Steven Seagal IS Dan in Real Life!
Steven Seagal IS The Bourne Identity!

Area Couple Enjoys Abstinence!

This is Ben and Faith. Hi! Earlier today the Night Writer directed our attention to an article about a couple who had waited until their wedding to kiss (hubba hubba! btw). They are both abstinence instructors in the Chicago area schools and they decided together to match their words and their actions. It sounded great to us.

Then we dipped our toesies into the Comment section. There were some supportive and congratulatory comments left by folks. And there were all manner of derogatory comments. Huh? Now just what would the fine readers of the Chicago Tribune have against a couple who waited until marriage to do… um, marriagey things? NW is going to get into some particulars about the logical fallacies, ad stupidem attacks and just plain silliness that some peeps took the time to type. For our part, we just wanted to write this post to chuckle.

Chuckle? Yes, you heard what we said. You see, we haven’t kissed yet and we are having a great time! How is this possible? Can future husband and wife have a good time without, uh, “having a good time”? You’d better believe it! But you’d never know it from most of those comments! If we trusted all of those comments to reflect reality then we’d both be weird perverts who are mentally disturbed or gay or, (wait for it)… just like Hitler! I kid you not. There was this one dude who busted out the Nazi argument to try to dis abstinence!

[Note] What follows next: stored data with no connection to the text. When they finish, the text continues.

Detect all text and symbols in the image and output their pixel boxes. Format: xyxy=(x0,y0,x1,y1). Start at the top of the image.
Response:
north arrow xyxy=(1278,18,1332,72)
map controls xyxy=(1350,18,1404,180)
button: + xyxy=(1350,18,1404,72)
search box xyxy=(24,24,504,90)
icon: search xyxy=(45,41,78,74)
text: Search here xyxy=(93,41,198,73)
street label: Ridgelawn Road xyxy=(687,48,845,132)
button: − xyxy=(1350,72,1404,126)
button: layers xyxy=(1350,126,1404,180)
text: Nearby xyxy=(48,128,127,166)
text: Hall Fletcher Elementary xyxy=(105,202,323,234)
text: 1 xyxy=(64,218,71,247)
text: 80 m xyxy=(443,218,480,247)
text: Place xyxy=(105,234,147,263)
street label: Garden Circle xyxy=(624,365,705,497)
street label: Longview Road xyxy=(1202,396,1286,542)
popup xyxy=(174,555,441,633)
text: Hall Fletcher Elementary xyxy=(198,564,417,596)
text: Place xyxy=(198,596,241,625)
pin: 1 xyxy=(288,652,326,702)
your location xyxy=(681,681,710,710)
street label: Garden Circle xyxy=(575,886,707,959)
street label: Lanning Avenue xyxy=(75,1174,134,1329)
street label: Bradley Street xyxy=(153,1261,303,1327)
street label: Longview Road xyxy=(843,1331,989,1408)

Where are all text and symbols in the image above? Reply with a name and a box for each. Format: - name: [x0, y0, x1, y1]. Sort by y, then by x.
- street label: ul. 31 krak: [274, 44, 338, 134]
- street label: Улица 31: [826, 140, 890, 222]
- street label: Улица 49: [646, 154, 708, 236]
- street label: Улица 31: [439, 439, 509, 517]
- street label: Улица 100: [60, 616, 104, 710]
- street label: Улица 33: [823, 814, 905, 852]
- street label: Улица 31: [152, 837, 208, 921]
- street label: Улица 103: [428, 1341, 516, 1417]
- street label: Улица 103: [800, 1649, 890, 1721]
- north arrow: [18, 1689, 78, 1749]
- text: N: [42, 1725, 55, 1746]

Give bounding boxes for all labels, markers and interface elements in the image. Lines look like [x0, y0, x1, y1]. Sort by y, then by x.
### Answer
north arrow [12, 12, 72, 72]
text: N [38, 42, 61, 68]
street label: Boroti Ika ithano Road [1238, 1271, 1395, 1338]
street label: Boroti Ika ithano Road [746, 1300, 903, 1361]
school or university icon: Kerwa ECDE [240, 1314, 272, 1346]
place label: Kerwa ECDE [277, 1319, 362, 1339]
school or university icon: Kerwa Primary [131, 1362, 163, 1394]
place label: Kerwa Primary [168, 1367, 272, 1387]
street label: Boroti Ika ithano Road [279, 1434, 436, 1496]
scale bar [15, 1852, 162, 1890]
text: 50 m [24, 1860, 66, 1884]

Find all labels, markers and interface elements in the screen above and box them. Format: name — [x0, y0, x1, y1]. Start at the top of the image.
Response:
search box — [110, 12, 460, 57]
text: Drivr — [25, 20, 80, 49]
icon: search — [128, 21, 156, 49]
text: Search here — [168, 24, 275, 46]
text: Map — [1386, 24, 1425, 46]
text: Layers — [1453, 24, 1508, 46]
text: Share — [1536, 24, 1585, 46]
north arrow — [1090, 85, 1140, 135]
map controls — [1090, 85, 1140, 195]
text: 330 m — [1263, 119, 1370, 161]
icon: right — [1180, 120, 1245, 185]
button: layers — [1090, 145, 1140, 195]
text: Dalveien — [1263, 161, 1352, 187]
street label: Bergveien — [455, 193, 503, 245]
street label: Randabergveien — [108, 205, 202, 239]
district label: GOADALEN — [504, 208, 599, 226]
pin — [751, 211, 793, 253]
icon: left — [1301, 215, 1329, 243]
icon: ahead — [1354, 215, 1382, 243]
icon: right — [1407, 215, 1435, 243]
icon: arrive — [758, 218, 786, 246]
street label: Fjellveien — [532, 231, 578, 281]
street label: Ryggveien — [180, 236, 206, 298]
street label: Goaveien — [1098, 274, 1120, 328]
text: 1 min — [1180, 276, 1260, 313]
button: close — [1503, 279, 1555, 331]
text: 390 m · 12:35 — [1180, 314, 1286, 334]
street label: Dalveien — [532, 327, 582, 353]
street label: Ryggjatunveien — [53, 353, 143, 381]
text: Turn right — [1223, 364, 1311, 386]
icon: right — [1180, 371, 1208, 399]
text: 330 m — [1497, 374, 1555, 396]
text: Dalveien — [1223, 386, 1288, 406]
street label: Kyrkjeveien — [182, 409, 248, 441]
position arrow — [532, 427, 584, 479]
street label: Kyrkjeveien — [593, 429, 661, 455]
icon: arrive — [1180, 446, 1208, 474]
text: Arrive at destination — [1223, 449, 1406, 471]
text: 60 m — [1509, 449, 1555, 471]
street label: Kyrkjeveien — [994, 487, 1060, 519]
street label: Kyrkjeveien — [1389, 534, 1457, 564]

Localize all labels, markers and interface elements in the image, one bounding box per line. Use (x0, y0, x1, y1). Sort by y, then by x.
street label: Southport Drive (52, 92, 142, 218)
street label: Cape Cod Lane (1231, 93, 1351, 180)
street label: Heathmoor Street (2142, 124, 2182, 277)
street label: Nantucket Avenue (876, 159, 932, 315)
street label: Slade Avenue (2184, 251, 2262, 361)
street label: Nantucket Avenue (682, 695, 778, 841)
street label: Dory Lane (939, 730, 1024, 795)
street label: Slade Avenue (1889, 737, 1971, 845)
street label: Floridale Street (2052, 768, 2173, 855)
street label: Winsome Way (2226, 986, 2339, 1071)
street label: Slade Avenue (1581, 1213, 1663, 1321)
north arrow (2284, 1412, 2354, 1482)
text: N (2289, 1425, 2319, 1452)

Ich bin ein Berliner! Ja!!!

Now that’s all pretty silly, right? Of course it is. For our part, for the time being, we are getting to know each other better and better. We are learning to laugh, to pray, to talk, to worship, to compromise, to collaborate and to complement each other. In short, we are spending time learning how to be best friends. Fear not! The loverly stuff will take care of itself when it’s time.

Update:

Night Writer here. As Faith and Ben said, I have some commentary on the, um, commentary that accompanied the original newspaper article. It seems some people have had some very strong, very negative reactions about two people with an alternative lifestyle getting married according to the dictates of their conscience. As I write this there are currently 290 comments on the original three or four paragraph article. Many are positive but most aren’t, and the negative ones seemed to fall into a few common buckets. You can read them individually for yourself, but in the name of tolerance and diversity, allow me to address these comments here by theme or by representative quotes.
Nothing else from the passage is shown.